These general terms and conditions (“Terms”) are applicable to any tender, offer, invoice or agreements concluded between Proliver and its customer (the “Customer”). Deviations to these Terms are valid only if they are agreed in writing beforehand between the parties. In the event of inconsistency between these Terms and any special or separate written agreement with the Customer, the provisions of the written agreement prevail. For the rest, the provisions of these Terms apply. Unless explicitly agreed otherwise in writing between the parties, the Customer’s own general (purchase) terms and conditions are explicitly excluded.
2 Orders - order confirmation
All Proliver tenders, offers and contract proposals are without obligation and do not bind it as such. An agreement is formed between Proliver and Customer only with a written order confirmation signed by an authorised representative of Proliver, the signing of a written agreement, or by delivery and invoicing of the products. Changes by the Customer to orders it placed are binding on Proliver only if Proliver confirms its agreement to these changes in writing. If no written confirmation is given, the Customer remains bound by the initial agreement between the parties.

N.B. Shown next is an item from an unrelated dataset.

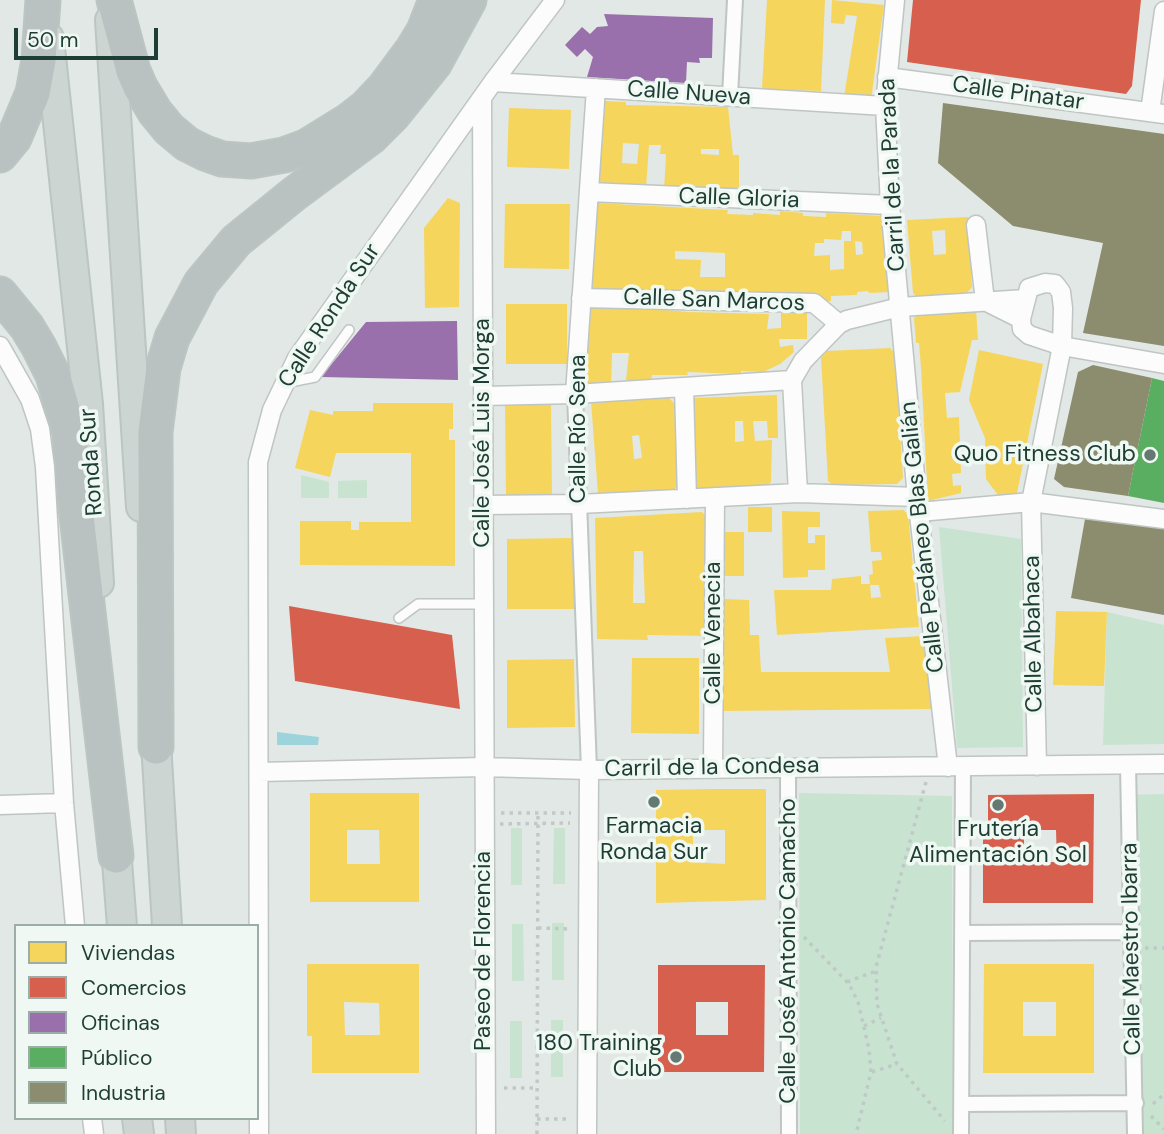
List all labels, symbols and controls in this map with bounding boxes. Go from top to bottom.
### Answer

Orders are invoiced at the prices and conditions as stated in the order confirmation. Unless otherwise agreed in writing, all prices are exclusive of VAT and all other possible government levied taxes or duties payable by the Customer. If, after conclusion of the agreement, one or more price factors would increase (due among others and without limitation to additional duties or taxes, a change in legislation, raw material and/or energy prices, wage and/or fuel costs, foreign exchange rates and/or a change in the production costs), Proliver shall be entitled to pass on these increases to the Customer. Any type of discount or price reduction that would be granted to the Customer by Proliver is valid only if expressly confirmed in writing by Proliver via a credit note.

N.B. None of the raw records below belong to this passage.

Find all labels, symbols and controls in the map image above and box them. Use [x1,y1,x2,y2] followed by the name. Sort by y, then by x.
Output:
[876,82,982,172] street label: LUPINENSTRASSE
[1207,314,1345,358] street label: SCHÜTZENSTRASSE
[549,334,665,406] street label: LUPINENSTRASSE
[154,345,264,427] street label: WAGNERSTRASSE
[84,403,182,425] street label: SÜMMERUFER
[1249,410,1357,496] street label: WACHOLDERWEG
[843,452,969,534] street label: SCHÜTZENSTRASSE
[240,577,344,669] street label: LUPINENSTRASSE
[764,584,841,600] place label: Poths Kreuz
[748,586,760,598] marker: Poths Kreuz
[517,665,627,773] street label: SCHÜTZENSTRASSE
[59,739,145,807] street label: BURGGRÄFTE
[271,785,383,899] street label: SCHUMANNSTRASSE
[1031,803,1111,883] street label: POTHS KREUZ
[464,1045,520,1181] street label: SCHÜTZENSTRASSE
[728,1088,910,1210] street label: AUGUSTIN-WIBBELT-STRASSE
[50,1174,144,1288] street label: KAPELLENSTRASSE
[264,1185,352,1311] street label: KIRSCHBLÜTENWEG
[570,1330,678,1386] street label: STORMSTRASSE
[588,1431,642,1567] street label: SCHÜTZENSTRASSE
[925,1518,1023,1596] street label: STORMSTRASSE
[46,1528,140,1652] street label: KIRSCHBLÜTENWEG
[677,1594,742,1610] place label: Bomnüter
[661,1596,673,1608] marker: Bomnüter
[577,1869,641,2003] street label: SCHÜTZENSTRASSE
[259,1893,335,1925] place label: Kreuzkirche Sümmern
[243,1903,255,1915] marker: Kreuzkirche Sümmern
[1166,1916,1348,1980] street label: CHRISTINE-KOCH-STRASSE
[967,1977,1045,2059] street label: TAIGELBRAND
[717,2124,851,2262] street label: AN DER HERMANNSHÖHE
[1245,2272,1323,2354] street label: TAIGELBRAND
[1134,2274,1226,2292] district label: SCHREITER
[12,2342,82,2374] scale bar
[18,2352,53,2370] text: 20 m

4 Delivery and delivery periods
Unless otherwise expressly agreed, each delivery takes place Ex Works (Industrielaan 15a – B-2250 Olen (Belgium)) (Incoterms® 2010). The Customer is obliged to take delivery of the products ordered on the proposed delivery dates. If the products are not accepted by the Customer at the time of delivery, Proliver is entitled to store the goods on behalf of and at the risk and expense of the Customer. This precautionary measure does not suspend the Customer’s payment obligation. If Proliver makes partial deliveries, the Customer must pay for this partial delivery, without awaiting full delivery of the order before making payment. The delivery periods specified by Proliver are indicative and not binding on the part of Proliver. Delay in the delivery of products (of any kind) may never give rise to any damage compensation, fine, suspension or termination of the agreement by the Customer. If pursuant to the provisions of Article 2 the Customer would make changes to the order and these changes are accepted by Proliver, the initially specified indicative delivery period will expire.
5 Invoices and payments
Unless otherwise agreed in writing or if otherwise stated on the invoice, all invoices are always payable within thirty (30) days after the invoice date. In the case of dispute of an invoice, the Customer must protest the invoice by registered letter addressed to Proliver within eight (8) days after receipt of the invoice. No disputes concerning the invoice will be accepted after this period. In the case of total or partial non-payment by the Customer within the aforementioned period of thirty (30) days, Proliver shall automatically and without prior notice be entitled to interest at the rate of 10% per annum on the amount of the outstanding claim. This interest will be calculated per month, with each month started being considered a full month. In the case of non-payment by the Customer within the aforementioned period, the Customer will also owe flat rate damage compensation of 10% of the principal with a minimum of EUR 500, without prejudice to the right of Proliver to claim reimbursement of actual costs and damages if these would be higher. All payments made by the Customer shall first be deducted from the aforementioned damage compensation and other costs, then the interest due, and finally the principal. If the Customer neglects to pay several invoices, a payment, subject to the provisions of the preceding sentence, will first be deducted from the oldest invoice, then the second oldest invoice, etc. In the case of non-payment of an invoice by the due date, any claims against the Customer not yet due and payable shall automatically and without prior notice become due and payable, and Proliver may demand payment prior to each subsequent delivery of products. Any form of setoff by the Customer of possible claims against Proliver with claims of Proliver against the Customer is explicitly excluded. Proliver on other hand always has the right to deduct claims it has against the Customer from any claims the Customer might have against Proliver.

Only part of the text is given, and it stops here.